-- SUPPLIED ENTRIES follows --

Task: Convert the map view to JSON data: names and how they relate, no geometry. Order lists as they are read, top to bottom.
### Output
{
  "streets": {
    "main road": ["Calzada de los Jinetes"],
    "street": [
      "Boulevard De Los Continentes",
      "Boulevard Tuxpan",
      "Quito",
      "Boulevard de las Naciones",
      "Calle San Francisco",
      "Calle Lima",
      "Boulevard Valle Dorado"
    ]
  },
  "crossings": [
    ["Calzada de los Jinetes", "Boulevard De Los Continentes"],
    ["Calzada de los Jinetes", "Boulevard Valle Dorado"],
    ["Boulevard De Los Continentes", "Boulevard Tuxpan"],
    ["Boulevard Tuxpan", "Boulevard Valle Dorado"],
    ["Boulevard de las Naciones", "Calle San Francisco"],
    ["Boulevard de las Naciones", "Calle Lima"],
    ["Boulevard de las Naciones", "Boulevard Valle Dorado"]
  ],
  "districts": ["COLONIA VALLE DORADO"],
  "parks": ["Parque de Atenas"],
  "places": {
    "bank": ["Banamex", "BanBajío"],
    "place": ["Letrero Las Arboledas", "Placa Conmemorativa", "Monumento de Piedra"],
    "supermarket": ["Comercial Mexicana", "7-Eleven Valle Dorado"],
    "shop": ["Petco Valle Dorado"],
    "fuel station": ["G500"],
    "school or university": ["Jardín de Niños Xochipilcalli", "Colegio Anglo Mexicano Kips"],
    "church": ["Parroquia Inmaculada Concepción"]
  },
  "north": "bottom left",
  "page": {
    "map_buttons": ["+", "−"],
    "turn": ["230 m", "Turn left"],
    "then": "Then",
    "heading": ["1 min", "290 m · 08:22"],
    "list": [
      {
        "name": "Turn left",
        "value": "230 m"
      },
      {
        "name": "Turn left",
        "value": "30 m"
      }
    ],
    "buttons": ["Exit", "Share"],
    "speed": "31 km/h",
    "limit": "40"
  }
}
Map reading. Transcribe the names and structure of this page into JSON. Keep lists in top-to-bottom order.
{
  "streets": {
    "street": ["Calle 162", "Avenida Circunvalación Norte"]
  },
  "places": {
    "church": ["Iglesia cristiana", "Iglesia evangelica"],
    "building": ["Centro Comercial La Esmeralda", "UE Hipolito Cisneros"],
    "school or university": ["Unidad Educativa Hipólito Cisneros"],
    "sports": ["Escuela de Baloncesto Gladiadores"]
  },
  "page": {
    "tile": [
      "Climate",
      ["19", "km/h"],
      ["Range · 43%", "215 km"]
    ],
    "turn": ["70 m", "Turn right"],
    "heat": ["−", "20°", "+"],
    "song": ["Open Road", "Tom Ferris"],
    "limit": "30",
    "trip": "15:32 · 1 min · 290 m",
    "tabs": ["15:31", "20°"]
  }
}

-- SUPPLIED ENTRIES concluded --

◆ EXERCISE INSTRUCTIONS
A single number is the whole answer: how many lines of the records contain the word "JSON".

◆ RESULT OF THE TASK
2